Severe peripheral edema during an outpatient continuous epidural morphine infusion trial in a patient with failed back surgery syndrome.
Pain Physician. 2008 May-Jun
Ruan X, Tadia R, Couch JP, Ruan J, Chiravuri S.
Physicians Pain Specialists of Alabama, Mobile, AL, USA. email@example.com
BACKGROUND: Intraspinal drug delivery therapy has been increasingly used in patients with intractable, nonmalignant pain who fail to respond to conventional treatment or cannot tolerate systemic opioid therapy due to side effects. By infusing small amount of analgesics directly into the cerebrospinal fluid in close proximity to the receptor sites in the spinal cord, one is able to achieve the spinally mediated analgesia, sparing side effects due to systemic opioids. Prior to permanent intraspinal pump implantation, an intraspinal opioid screening trial is required to document the efficacy of intraspinal opioid for analgesia. Although there are a few approaches in conducting such screening trials, a patient controlled continuous epidural morphine infusion trial, performed in an outpatient setting, is widely accepted by many interventional pain specialists. The major advantage of conducting an outpatient trial is that it mimics what patients do in their daily living, therefore minimizing the false positive rate.

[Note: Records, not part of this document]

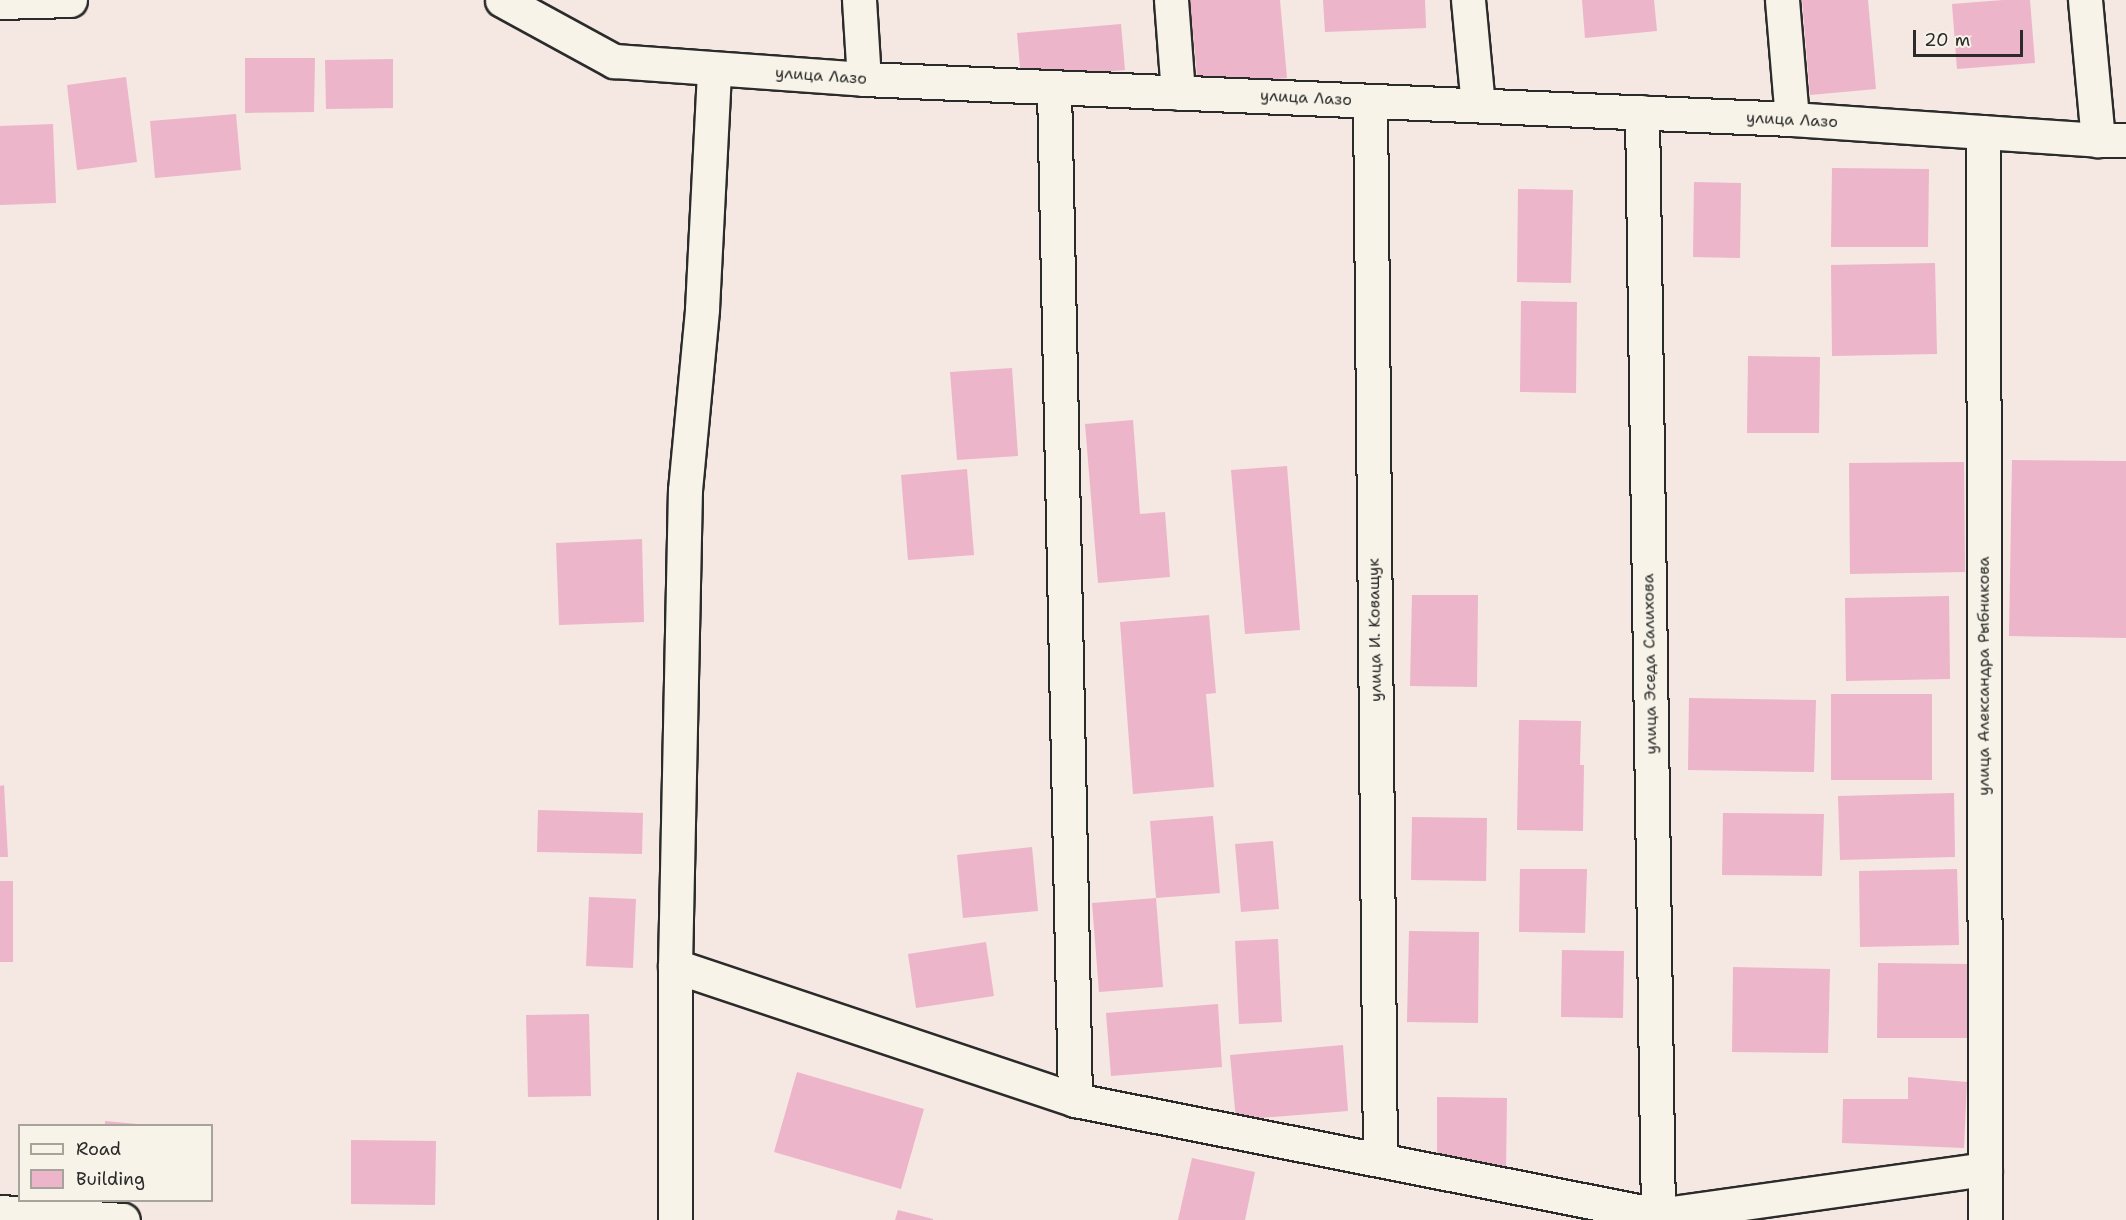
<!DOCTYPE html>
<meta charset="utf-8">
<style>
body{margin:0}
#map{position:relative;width:2126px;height:1220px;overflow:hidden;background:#f5e7e2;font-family:"Shantell Sans",sans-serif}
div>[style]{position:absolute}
.building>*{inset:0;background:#edb5ca}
.roads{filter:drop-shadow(2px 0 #2b2b2b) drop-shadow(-2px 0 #2b2b2b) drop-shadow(0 2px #2b2b2b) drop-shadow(0 -2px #2b2b2b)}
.street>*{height:33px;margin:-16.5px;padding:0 16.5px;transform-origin:16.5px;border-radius:16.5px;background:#f7f3e8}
span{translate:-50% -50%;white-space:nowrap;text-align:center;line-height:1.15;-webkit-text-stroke:4.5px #f7f3e8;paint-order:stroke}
.street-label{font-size:16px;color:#2b2b2b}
.legend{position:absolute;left:18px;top:1124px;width:195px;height:78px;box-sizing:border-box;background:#f7f3e8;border:2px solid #a5a39c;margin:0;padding:8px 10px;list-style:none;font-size:18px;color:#2b2b2b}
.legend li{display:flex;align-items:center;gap:12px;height:30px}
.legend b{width:30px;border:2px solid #a5a39c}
.scale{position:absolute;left:1913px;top:30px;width:110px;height:27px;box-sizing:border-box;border:3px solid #2b2b2b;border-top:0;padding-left:8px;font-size:18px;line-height:21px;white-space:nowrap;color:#2b2b2b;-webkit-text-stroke:4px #f7f3e8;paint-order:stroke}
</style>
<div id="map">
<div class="building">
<div style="clip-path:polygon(1190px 0,1280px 0,1287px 78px,1198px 86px)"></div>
<div style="clip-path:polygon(1323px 0,1425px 0,1426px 28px,1325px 32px)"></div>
<div style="clip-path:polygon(1582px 0,1654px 0,1657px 31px,1585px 38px)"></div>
<div style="clip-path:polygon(1802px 0,1868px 0,1876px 89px,1810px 95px)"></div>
<div style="clip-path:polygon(2003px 0,2030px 0,2035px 63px,1957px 69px,1952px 4px)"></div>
<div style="clip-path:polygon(1121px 24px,1125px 70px,1021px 79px,1017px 33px)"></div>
<div style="clip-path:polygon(245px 58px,315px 58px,314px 112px,245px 113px)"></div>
<div style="clip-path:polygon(393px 59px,393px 108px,326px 109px,325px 60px)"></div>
<div style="clip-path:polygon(126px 77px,137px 162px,77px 170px,67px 85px)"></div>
<div style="clip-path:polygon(236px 114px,241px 170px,155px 178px,150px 121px)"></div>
<div style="clip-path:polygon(53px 124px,56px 203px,0 205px,0 126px)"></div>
<div style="clip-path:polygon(1832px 168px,1929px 169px,1928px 247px,1831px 247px)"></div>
<div style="clip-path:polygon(1694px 182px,1741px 183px,1740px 258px,1693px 257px)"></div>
<div style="clip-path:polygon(1518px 189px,1573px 190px,1571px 283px,1517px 282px)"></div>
<div style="clip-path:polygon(1935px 263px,1937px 354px,1832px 356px,1831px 265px)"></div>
<div style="clip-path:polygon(1521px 301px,1577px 302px,1576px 393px,1520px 392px)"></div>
<div style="clip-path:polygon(1748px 356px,1820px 357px,1819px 433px,1747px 433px)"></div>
<div style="clip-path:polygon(1012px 368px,1018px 456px,957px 460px,950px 372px)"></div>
<div style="clip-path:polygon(1133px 420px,1140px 514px,1165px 512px,1170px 577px,1098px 583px,1085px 424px)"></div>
<div style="clip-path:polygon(2012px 460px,2126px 461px,2126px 638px,2009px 636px)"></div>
<div style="clip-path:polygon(1964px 462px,1965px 572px,1850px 574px,1849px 463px)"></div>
<div style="clip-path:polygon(1287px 466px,1300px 630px,1245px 634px,1231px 470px)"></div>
<div style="clip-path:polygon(967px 469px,974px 555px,908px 560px,901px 475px)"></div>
<div style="clip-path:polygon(642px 539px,644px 622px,559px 625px,556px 543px)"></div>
<div style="clip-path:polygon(1412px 595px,1478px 595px,1477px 687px,1410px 686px)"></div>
<div style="clip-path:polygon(1949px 596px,1950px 679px,1846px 681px,1845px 598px)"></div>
<div style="clip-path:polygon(1209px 615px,1216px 693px,1206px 694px,1214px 787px,1133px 794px,1120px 622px)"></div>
<div style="clip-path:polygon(1831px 694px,1932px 694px,1932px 780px,1831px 780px)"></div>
<div style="clip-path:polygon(1689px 698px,1816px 700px,1814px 772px,1688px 770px)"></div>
<div style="clip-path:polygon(1519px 720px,1581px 721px,1580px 765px,1584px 765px,1583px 831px,1517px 830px)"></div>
<div style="clip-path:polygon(4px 785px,8px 857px,0 857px,0 786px)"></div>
<div style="clip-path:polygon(1954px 793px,1955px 857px,1840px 860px,1838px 796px)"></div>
<div style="clip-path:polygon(538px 810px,643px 813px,642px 854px,537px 852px)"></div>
<div style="clip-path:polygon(1723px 813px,1824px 814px,1822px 876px,1722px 875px)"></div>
<div style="clip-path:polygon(1213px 816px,1220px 893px,1156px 898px,1163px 987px,1099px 992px,1092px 903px,1156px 898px,1150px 821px)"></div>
<div style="clip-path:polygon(1412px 817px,1487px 818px,1486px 881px,1411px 880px)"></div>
<div style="clip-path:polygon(1273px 841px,1279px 909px,1241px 912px,1235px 844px)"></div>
<div style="clip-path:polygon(1032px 847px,1038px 911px,963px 918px,957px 855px)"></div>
<div style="clip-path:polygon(1520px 869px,1587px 869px,1585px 933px,1519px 932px)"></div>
<div style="clip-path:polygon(1957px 869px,1959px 945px,1860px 947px,1859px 871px)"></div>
<div style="clip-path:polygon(0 881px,13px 881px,13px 962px,0 962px)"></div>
<div style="clip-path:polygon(589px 897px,636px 899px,633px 968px,586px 966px)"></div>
<div style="clip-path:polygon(1409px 931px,1479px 932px,1478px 1023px,1407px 1022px)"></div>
<div style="clip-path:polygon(1278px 939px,1282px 1022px,1239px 1024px,1235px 941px)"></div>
<div style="clip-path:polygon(986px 942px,994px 996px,916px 1008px,908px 954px)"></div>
<div style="clip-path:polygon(1562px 950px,1624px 951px,1623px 1018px,1561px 1017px)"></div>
<div style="clip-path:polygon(1878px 963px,1970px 964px,1970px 1038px,1877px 1038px)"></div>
<div style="clip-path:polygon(1733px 967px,1830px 969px,1828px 1053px,1732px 1052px)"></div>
<div style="clip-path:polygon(1218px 1004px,1222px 1067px,1111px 1076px,1106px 1013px)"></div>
<div style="clip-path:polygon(589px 1014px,591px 1096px,528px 1097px,526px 1015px)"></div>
<div style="clip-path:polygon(1343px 1045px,1348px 1111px,1236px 1120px,1230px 1055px)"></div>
<div style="clip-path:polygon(797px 1072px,924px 1109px,901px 1189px,774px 1152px)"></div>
<div style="clip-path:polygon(1908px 1077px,1967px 1082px,1964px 1148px,1842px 1143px,1843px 1099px,1908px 1099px)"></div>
<div style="clip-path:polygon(1437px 1097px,1507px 1098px,1506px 1169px,1437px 1168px)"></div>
<div style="clip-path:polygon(105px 1121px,137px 1124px,137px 1126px,105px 1126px)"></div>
<div style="clip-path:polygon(351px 1140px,436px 1141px,435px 1205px,351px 1204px)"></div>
<div style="clip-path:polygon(1192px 1158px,1255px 1172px,1245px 1220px,1178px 1220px)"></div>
<div style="clip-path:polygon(898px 1210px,933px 1219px,933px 1220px,895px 1220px)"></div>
</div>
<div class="roads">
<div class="street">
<div style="left:502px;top:0;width:128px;rotate:28.6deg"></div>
<div style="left:614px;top:61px;width:251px;rotate:4.1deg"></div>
<div style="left:864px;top:79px;width:929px;rotate:2.47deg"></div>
<div style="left:1792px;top:119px;width:307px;rotate:3.9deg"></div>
<div style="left:2098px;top:140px;width:28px"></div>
<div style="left:859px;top:0;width:79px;rotate:86.4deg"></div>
<div style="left:1171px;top:0;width:93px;rotate:85.7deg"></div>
<div style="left:1468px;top:0;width:105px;rotate:84.6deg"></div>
<div style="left:1782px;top:0;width:119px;rotate:85.2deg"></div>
<div style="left:2085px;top:0;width:141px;rotate:84.7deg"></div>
<div style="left:0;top:2px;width:70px;rotate:-1.6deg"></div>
<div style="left:1054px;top:88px;width:1012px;rotate:88.81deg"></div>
<div style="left:1370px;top:101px;width:1058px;rotate:89.46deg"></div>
<div style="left:1642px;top:112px;width:1103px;rotate:89.17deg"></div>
<div style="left:1983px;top:132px;width:1088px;rotate:89.89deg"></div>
<div style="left:675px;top:966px;width:422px;rotate:18.5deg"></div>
<div style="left:1075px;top:1100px;width:594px;rotate:11.16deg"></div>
<div style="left:1658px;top:1215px;width:330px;rotate:-8deg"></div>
<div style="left:0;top:1212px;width:123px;rotate:3.7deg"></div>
<div style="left:675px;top:1220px;width:254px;rotate:-90deg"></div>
<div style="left:675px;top:966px;width:476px;rotate:-88.8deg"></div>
<div style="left:685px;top:490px;width:182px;rotate:-84.6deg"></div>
<div style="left:702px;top:309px;width:240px;rotate:-87.1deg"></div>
</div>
</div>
<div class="street-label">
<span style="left:821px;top:76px;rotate:4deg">улица Лазо</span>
<span style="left:1306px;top:98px;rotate:3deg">улица Лазо</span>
<span style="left:1792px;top:120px;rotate:3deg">улица Лазо</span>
<span style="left:1375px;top:630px;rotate:-91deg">улица И. Коващук</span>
<span style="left:1650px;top:664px;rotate:-91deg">улица Эседа Салихова</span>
<span style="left:1984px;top:676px;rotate:-90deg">улица Александра Рыбникова</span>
</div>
<ul class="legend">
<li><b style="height:8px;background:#f7f3e8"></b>Road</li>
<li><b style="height:16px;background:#edb5ca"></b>Building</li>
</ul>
<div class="scale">20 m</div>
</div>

OBJECTIVE: To report a case of severe peripheral edema observed during an outpatient continuous epidural morphine infusion trial.
CASE REPORT: A 64-year-old female, with a 7-year history of severe low back pain and bilateral leg pain due to failed back surgery syndrome, was referred to our clinic for intraspinal drug delivery therapy after failing to respond to conservative treatment, including a previous history of 3 lumbosacral surgeries. Following a pre-implantation psychological evaluation confirming her candidacy, she underwent an outpatient patient-controlled continuous epidural morphine trial. A tunneled lumbar epidural catheter was placed at L2-L3 with catheter tip advanced to T12 under fluoroscopic guidance. Satisfactory catheter placement was confirmed by epidurogram. The proximal tip of the catheter was then tunneled, subcutaneously and connected to a Microject PCEA pump (Codman, Raynham, MA, USA) and reservoir bag containing preservative-free morphine 0.5 mg/mL. The pump was programmed to deliver a basal rate of 0.5 mL/hr. The bolus dose was 0.2 mL with 60 minute lock-out interval. The patient was instructed how to operate the infusion pump before discharging home. During the following 2 weeks, she reported more than 90% reduction of her low back and leg pain. She only had to use the on-demand bolus doses averaging 2 - 3 times a day. She was able to wean off her oral opioids completely. However, she developed bilateral leg edema and gained over 12 pounds during the 2-week infusion trial, despite wearing elastic stockings and keeping her legs elevated whenever possible. She did not experience any other significant side effects. Her edema finally resolved 2 days after termination of the epidural infusion.
CONCLUSION: Peripheral edema may occur and persist during epidural morphine infusion. This report represents the first case report, to the best of our knowledge, describing severe peripheral edema in an otherwise healthy patient while on epidural morphine administration during an outpatient epidural morphine infusion trial. This case report shows that continuous epidural morphine infusion, even in small dose, may cause peripheral edema in some patients.